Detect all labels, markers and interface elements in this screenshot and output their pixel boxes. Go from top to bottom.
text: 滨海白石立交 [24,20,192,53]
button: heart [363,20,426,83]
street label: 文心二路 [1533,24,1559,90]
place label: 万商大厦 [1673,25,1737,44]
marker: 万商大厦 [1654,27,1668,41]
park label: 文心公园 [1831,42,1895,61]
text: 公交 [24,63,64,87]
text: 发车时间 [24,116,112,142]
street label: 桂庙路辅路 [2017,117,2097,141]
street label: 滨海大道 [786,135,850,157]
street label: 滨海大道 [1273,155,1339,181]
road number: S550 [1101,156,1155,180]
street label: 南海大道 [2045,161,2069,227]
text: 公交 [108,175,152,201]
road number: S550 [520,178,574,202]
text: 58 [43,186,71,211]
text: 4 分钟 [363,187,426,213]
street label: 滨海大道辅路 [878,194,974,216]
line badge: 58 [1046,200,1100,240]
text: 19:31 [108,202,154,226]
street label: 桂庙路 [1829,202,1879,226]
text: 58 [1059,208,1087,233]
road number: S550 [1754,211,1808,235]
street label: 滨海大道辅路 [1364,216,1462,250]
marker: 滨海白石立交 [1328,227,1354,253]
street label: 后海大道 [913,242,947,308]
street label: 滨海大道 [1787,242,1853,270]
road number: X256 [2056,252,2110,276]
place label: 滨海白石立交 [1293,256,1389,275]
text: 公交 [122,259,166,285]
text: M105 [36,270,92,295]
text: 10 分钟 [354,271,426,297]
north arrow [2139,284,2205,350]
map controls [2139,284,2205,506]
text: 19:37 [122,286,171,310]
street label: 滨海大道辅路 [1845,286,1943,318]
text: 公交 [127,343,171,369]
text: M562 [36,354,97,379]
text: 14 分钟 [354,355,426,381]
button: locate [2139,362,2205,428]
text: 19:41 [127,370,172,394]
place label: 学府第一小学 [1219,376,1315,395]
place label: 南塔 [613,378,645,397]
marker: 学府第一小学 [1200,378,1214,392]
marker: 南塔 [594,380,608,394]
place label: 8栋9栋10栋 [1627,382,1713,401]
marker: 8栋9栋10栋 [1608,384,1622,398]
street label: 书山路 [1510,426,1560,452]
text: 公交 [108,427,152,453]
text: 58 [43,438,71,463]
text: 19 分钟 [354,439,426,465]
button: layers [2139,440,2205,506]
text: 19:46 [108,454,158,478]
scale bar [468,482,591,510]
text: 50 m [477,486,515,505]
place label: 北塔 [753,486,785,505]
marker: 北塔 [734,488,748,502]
══════════════════════════════
▶ **WHAT TO WORK ON**
Go through the entries above and copy out every line that includes the word "button".

▶ **FINAL ANSWER**
button: heart [363,20,426,83]
button: locate [2139,362,2205,428]
button: layers [2139,440,2205,506]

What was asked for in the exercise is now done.